TASK ITEM: Set down each entry again exactly as written.
• • • •
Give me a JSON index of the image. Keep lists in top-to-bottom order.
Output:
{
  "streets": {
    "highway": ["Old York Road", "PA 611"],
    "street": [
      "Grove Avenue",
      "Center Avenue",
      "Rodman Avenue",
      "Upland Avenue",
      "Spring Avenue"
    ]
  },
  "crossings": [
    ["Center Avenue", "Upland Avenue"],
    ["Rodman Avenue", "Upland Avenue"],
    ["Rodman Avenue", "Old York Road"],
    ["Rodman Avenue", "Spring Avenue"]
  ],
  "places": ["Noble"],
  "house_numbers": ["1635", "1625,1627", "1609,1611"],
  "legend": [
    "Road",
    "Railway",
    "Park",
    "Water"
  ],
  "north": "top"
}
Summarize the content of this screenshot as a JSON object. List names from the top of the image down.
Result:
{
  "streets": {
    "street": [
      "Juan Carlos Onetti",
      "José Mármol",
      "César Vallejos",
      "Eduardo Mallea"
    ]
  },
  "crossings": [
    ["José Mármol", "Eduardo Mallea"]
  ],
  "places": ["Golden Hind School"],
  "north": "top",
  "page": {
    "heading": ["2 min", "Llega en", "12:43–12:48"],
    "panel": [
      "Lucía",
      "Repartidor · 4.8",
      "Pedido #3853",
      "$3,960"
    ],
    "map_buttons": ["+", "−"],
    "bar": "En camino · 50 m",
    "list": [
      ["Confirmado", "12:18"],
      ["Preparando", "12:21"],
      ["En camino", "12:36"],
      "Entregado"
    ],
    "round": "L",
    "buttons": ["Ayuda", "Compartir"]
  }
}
• • • •
SOLUTION FOR THIS EXERCISE:
Give me a JSON index of the image. Keep lists in top-to-bottom order.
Output:
{
  "streets": {
    "highway": ["Old York Road", "PA 611"],
    "street": [
      "Grove Avenue",
      "Center Avenue",
      "Rodman Avenue",
      "Upland Avenue",
      "Spring Avenue"
    ]
  },
  "crossings": [
    ["Center Avenue", "Upland Avenue"],
    ["Rodman Avenue", "Upland Avenue"],
    ["Rodman Avenue", "Old York Road"],
    ["Rodman Avenue", "Spring Avenue"]
  ],
  "places": ["Noble"],
  "house_numbers": ["1635", "1625,1627", "1609,1611"],
  "legend": [
    "Road",
    "Railway",
    "Park",
    "Water"
  ],
  "north": "top"
}
Summarize the content of this screenshot as a JSON object. List names from the top of the image down.
Result:
{
  "streets": {
    "street": [
      "Juan Carlos Onetti",
      "José Mármol",
      "César Vallejos",
      "Eduardo Mallea"
    ]
  },
  "crossings": [
    ["José Mármol", "Eduardo Mallea"]
  ],
  "places": ["Golden Hind School"],
  "north": "top",
  "page": {
    "heading": ["2 min", "Llega en", "12:43–12:48"],
    "panel": [
      "Lucía",
      "Repartidor · 4.8",
      "Pedido #3853",
      "$3,960"
    ],
    "map_buttons": ["+", "−"],
    "bar": "En camino · 50 m",
    "list": [
      ["Confirmado", "12:18"],
      ["Preparando", "12:21"],
      ["En camino", "12:36"],
      "Entregado"
    ],
    "round": "L",
    "buttons": ["Ayuda", "Compartir"]
  }
}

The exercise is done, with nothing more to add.